How to show $a_n = \frac{n+1}{n-1}$ is strictly decreasing by induction?

Question

I can show this fact otherwise, but I can't seem to figure out the simple algebra to prove it by induction...Could someone provide a hint? I just need a push in the right direction. It seems too simple to be this difficult.

(Please don't give me the answer, just a hint will do).

Answer 1

This is the easy way. Write

$$a_n = \frac{n+1}{n-1} = \frac{n-1 + 2}{n-1} = 1 + \frac{2}{n-1}.$$

Then use induction to show that $2/(n-1)$ is decreasing and the hence $a_n$ is decreasing.

Answer 2

Proof by induction is as follows:

Base step: Show the statement is true for the smallest value of n that matters. In your case, I'm guessing the smallest n is 2?
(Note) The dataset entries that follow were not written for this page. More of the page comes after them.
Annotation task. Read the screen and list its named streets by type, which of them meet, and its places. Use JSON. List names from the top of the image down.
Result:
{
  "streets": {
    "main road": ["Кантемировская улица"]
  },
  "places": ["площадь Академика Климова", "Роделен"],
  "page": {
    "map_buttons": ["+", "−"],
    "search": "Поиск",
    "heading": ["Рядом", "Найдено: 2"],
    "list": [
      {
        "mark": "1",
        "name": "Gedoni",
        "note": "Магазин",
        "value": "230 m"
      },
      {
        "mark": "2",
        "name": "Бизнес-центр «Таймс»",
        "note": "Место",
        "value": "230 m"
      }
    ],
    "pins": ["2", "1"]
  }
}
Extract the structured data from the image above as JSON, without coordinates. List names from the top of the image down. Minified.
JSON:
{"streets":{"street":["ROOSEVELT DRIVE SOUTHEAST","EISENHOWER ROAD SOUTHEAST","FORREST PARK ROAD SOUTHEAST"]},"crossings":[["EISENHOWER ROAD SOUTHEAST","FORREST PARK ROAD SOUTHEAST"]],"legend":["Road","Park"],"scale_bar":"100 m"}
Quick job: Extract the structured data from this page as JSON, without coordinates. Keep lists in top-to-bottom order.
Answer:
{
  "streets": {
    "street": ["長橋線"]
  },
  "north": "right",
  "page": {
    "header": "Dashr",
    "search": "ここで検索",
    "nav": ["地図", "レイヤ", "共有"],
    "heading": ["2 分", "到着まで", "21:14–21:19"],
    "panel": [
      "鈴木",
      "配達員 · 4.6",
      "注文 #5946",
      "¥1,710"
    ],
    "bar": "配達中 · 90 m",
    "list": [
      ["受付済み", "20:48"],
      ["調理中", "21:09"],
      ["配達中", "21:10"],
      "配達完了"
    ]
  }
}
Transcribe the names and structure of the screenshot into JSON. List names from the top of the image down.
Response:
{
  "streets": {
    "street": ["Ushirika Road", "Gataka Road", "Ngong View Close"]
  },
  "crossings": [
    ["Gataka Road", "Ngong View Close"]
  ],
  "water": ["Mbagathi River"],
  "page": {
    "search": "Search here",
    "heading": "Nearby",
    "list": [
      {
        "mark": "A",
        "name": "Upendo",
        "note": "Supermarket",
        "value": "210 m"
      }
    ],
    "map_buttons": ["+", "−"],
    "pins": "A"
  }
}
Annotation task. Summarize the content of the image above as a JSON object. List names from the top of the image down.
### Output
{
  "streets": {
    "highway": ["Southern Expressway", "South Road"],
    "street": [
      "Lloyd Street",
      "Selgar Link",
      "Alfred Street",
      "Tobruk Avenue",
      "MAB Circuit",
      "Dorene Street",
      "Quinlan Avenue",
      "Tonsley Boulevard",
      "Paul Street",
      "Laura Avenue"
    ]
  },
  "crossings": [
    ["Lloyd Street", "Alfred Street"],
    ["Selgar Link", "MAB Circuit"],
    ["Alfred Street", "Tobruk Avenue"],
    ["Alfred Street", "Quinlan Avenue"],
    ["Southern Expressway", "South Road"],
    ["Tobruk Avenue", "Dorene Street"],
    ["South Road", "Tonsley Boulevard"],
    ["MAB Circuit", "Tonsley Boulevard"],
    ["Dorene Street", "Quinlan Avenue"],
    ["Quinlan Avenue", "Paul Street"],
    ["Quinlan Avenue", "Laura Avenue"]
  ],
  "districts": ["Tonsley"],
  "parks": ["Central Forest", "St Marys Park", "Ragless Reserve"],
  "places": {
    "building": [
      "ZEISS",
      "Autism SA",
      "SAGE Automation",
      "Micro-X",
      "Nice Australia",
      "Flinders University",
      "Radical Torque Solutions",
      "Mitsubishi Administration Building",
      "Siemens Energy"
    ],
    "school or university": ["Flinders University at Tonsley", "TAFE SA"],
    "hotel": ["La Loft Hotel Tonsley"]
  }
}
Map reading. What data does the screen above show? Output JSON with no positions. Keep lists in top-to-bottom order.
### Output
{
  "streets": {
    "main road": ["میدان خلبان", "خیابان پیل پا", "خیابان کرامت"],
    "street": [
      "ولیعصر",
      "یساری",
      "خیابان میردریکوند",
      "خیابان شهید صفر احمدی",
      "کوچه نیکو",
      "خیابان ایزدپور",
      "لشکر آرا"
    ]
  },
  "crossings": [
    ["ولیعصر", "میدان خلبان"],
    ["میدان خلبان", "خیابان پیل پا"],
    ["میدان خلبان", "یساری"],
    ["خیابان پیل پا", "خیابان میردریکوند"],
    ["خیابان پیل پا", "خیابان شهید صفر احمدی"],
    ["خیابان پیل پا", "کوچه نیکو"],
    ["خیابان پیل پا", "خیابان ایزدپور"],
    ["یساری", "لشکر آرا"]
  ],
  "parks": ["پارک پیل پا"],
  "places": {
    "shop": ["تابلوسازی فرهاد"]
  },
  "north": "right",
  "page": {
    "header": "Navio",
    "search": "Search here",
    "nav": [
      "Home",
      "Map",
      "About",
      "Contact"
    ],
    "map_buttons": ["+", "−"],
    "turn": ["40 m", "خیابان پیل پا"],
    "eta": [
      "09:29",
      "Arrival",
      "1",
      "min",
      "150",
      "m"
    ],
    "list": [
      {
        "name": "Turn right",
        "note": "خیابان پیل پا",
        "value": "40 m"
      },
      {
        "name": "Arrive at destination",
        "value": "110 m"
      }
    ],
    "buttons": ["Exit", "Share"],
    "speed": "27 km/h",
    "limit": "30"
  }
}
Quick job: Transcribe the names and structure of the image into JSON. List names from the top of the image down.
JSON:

Inductive Step: show that if the statement is true for some n then it is true for n+1.

By induction, your proof is complete.

It's easy to show that it's true for the base step. $a_2=3$. $a_3=\frac{4}{2}=2$. And $2<3$.

Can you do the inductive step?

Answer 3

$\begin{array}\\ a_n-a_{n+1} &=\frac{n+1}{n-1}-\frac{n+2}{n}\\ &=\frac{(n+1)n-(n+2)(n-1)}{(n-1)n}\\ &=\frac{n^2+n-(n^2+n-2}{(n-1)n}\\ &=\frac{2}{(n-1)n}\\ &> 0\\ \end{array} $

Answer 4

Not a proof by induction but it never hurs to notice

$$a_n = \frac{n+1}{n-1}$$ $$a_{n+1} = \frac{(n+1)+1}{(n+1)-1}= \frac{n+2}{n}$$

Notice that $$n^2+n-2 \lt n^2+n$$ $$(n+2)(n-1) \lt n(n+1)$$

$$\frac{n+2}{n} \lt\frac{n+1}{n-1}$$ $$a_{n+1}\lt a_n$$